Tamaño de Fuente
Tipo de Fuente
Color de Fondo
Capítulo 342: Una Invitación Disputada y una Citación Ineludible
## POV de Hazel
Observé a mi abuela y a mi tía intercambiar amables despedidas con Sebastián, todavía tratando de procesar lo que acababa de suceder. En menos de una hora, había logrado ganárselas por completo.

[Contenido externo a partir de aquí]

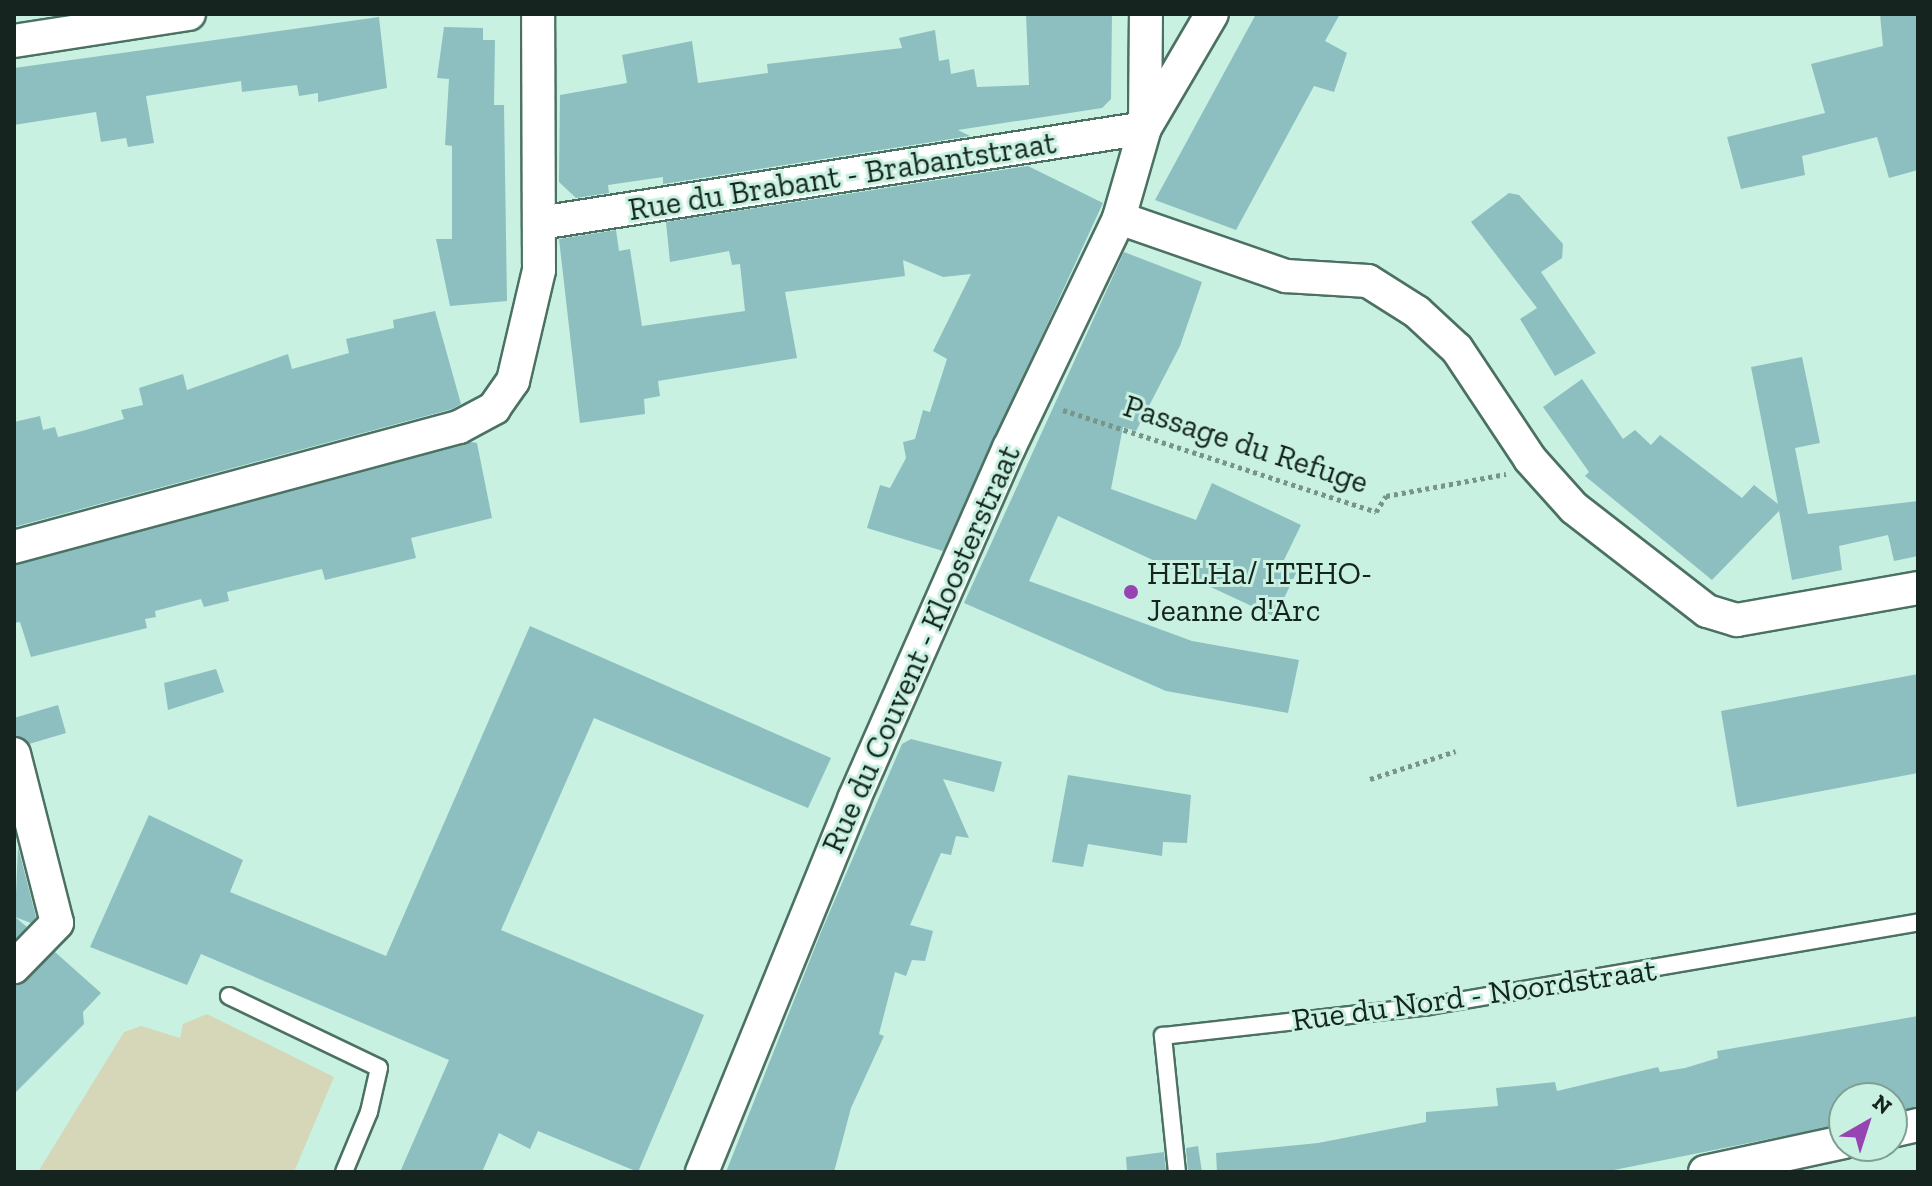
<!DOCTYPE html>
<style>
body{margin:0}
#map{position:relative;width:1932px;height:1186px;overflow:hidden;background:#c8f1e1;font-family:"Zilla Slab",serif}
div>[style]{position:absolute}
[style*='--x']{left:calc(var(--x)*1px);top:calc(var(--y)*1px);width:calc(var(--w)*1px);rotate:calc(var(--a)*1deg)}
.green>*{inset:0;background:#d5d7b8}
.building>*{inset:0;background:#8dbfc1}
.path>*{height:5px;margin-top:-2.5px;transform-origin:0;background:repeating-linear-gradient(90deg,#789589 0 4px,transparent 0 8px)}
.roads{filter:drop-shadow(2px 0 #4c7163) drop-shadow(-2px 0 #4c7163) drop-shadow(0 2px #4c7163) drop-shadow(0 -2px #4c7163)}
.lane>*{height:16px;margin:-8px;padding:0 8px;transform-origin:8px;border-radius:8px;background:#fff}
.street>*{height:32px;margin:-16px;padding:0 16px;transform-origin:16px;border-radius:16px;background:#fff}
.dots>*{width:22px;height:22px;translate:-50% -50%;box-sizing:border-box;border:4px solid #c8f1e1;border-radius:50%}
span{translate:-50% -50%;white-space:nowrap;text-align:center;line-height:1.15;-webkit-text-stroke:6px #c8f1e1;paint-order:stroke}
.street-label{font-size:32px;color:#15241e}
.poi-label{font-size:32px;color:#15241e}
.left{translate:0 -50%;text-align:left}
.frame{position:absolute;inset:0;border:16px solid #15241e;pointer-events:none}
.north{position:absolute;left:1828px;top:1082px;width:80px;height:80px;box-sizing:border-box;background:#c8f1e1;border:2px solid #809f93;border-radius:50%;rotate:39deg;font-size:22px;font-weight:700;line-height:32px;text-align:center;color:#15241e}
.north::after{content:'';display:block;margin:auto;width:28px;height:36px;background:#9744b3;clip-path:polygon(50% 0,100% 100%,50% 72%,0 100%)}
</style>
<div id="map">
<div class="green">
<i style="clip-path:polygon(207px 1014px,334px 1077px,294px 1172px,38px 1172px,124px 1032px,141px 1026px,180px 1038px,183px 1024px)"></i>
</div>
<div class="building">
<i style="clip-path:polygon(1026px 14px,1112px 14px,1111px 99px,1102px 108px,958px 130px,970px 136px,663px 184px,663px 177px,608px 185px,609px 193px,576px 198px,559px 182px,560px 95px,627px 83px,622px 55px,692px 41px,698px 83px,768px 73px,767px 64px,902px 48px,899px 38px,935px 30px,939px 61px,949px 59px,951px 74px,974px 69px,977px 87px,1029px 85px)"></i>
<i style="clip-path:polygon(1256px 14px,1340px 14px,1325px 41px,1347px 53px,1334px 92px,1314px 86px,1236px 230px,1155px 200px)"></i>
<i style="clip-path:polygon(1880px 14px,1918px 14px,1918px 170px,1889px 178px,1877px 137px,1802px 156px,1805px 175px,1741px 189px,1727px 137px,1825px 113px,1811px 64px,1883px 46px)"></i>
<i style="clip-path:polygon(379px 17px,387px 88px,318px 102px,318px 93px,299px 96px,297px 85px,242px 92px,241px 81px,146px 96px,154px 143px,128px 147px,126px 138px,101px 142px,96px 112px,14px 125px,14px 68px)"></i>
<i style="clip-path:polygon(444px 27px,483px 28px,483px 40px,495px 40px,494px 105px,504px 105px,507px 301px,450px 306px,436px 239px,452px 239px,452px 146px,445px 145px,449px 79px,437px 78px)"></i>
<i style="clip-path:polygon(1028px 166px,1103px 203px,943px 551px,867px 528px,880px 485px,890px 488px,906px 458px,903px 442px,915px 439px,923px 410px,930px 412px,947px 359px,933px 351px,971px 274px,943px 277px,903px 260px,905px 276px,785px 292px,797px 358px,658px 381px,660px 396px,644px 399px,645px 414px,580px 423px,559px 239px,616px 230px,619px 251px,630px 249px,642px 326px,745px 311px,740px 264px,732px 265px,729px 251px,670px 262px,666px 222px)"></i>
<i style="clip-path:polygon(1509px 193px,1519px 195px,1563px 244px,1562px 258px,1541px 272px,1596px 353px,1555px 376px,1520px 319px,1537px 308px,1471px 222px)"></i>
<i style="clip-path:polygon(1124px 252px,1202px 282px,1180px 346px,1136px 431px,1123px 427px,1111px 489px,1196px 520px,1212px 483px,1301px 525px,1284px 560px,1299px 567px,1275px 617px,1058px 516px,1029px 581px,1192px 641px,1299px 660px,1288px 713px,1166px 691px,964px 603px)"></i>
<i style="clip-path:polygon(435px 311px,461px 404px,452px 409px,14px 527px,14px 422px,40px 416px,43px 430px,55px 427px,58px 437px,82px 431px,124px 419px,121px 410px,143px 405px,139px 388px,183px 374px,187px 390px,288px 354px,292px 369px,349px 353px,346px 339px,394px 328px,393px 320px)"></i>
<i style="clip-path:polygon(1802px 357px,1820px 443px,1795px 448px,1808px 514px,1918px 501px,1918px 556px,1894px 561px,1888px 535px,1839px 546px,1842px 570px,1792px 580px,1779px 511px,1712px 580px,1585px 476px,1589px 472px,1543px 407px,1582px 379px,1623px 439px,1635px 430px,1651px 445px,1660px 435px,1742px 498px,1754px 485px,1778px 504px,1751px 367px)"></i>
<i style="clip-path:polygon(471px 442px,477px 443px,492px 518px,411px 538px,416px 558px,325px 580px,322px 569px,227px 592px,229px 601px,204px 607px,201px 599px,155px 611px,156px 617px,145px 619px,147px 628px,31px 657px,20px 622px,14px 623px,14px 565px)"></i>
<i style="clip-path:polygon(530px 626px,831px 758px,808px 808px,594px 718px,501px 930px,704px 1015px,686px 1059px,638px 1172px,538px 1131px,530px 1149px,499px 1133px,482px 1172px,400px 1172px,449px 1060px,201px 954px,187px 985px,90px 947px,149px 815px,243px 860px,230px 892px,386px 956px)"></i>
<i style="clip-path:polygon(216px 669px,224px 692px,168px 710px,164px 683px)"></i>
<i style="clip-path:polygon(1918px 674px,1918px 773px,1737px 807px,1721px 711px)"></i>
<i style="clip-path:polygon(58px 705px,66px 733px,29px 744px,14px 736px,14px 718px)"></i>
<i style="clip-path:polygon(911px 739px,1002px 762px,994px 792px,943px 779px,969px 838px,956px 836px,951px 855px,941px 853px,910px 925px,933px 931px,925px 961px,912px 960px,906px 976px,895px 972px,879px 1034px,884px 1036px,851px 1108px,834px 1172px,726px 1172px,821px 932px,902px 744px)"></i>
<i style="clip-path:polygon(1068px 775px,1191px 795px,1187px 843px,1163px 842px,1162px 856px,1088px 844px,1083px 867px,1052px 862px)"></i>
<i style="clip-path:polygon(18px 847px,36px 917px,31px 923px,15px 917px,27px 927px,14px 940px)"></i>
<i style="clip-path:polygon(55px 952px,101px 993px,83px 1012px,84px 1024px,14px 1094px,14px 985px)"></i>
<i style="clip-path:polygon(1918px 1016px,1918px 1107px,1892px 1112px,1892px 1098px,1844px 1098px,1844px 1124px,1604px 1172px,1217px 1172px,1216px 1153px,1318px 1143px,1426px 1122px,1426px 1112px,1498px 1106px,1496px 1088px,1555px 1082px,1557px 1091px,1658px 1067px,1660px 1072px,1685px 1068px,1718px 1058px,1717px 1051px)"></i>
<i style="clip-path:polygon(1198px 1146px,1202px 1172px,1188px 1172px,1186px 1148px)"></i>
<i style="clip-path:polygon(1164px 1152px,1166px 1172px,1127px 1172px,1126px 1157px)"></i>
</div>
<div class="path">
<i style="--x:1063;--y:410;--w:329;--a:18"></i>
<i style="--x:1376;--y:512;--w:19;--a:-58"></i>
<i style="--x:1386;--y:496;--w:122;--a:-10.4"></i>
<i style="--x:1370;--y:779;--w:90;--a:-18"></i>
</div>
<div class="roads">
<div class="lane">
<i style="--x:229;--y:996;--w:166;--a:25.6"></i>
<i style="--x:379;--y:1068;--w:45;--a:102.8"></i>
<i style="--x:369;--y:1112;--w:65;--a:112.6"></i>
<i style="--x:1177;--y:1172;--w:137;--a:-95.9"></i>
<i style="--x:1163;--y:1036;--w:268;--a:-6.4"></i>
<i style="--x:1429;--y:1006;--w:496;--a:-9.7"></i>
</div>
<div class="street">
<i style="--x:14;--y:41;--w:177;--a:-8.8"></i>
<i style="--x:1145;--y:125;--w:111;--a:-89.5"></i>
<i style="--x:1119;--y:218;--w:177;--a:19.2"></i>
<i style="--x:1286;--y:276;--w:82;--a:3.5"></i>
<i style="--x:1368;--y:281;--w:58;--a:32.3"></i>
<i style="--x:1417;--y:312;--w:54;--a:42.8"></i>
<i style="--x:1457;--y:349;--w:132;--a:56.4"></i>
<i style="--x:1530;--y:459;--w:66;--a:48.1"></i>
<i style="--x:1574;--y:508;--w:168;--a:37.8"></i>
<i style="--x:1707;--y:611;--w:31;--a:17"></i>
<i style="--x:1737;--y:620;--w:184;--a:-10"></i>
<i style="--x:540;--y:223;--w:612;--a:-8.92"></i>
<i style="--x:14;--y:547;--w:461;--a:-15.1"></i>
<i style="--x:459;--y:427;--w:40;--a:-28"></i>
<i style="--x:494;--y:408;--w:33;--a:-55"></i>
<i style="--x:513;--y:381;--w:114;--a:-76.8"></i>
<i style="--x:539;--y:270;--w:256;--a:-90.2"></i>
<i style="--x:14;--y:754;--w:174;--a:75.7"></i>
<i style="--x:57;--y:923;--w:62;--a:134.3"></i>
<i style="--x:1892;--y:1131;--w:27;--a:-13"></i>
<i style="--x:702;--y:1172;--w:403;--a:-67.8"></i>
<i style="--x:854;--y:799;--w:384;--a:-66.2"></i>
<i style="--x:1009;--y:448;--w:255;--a:-64.4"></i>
<i style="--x:1119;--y:218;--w:94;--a:-73.9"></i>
<i style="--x:1145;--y:128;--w:132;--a:-59.6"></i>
<i style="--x:1705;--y:1172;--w:142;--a:-12.2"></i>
</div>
</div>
<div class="dots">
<i style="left:1131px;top:592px;background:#9744b3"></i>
</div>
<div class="street-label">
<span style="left:842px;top:176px;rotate:-9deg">Rue du Brabant - Brabantstraat</span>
<span style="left:1246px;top:444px;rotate:18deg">Passage du Refuge</span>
<span style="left:921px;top:649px;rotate:-66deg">Rue du Couvent - Kloosterstraat</span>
<span style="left:1474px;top:995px;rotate:-8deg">Rue du Nord - Noordstraat</span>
</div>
<div class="poi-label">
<span class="left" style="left:1147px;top:592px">HELHa/ ITEHO-<br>Jeanne d'Arc</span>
</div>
<div class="frame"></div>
<div class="north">N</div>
</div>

—Qué joven tan encantador —dijo la Abuela una vez que Sebastián salió al pasillo para atender una llamada telefónica. Sus ojos brillaban con aprobación—. Mucho mejor que ese pusilánime de Alistair.
Tía Vera asintió en acuerdo.
—Ciertamente no le falta carácter. La manera en que manejó a Liana antes fue impresionante.
Suspiré, conflictuada por su aprobación instantánea.
—Apenas lo conocen.
—Sé lo suficiente —respondió la Abuela con firmeza—. He visto cómo te mira, Hazel. Ese hombre movería montañas por ti.
Antes de que pudiera responder, Sebastián regresó, con expresión seria.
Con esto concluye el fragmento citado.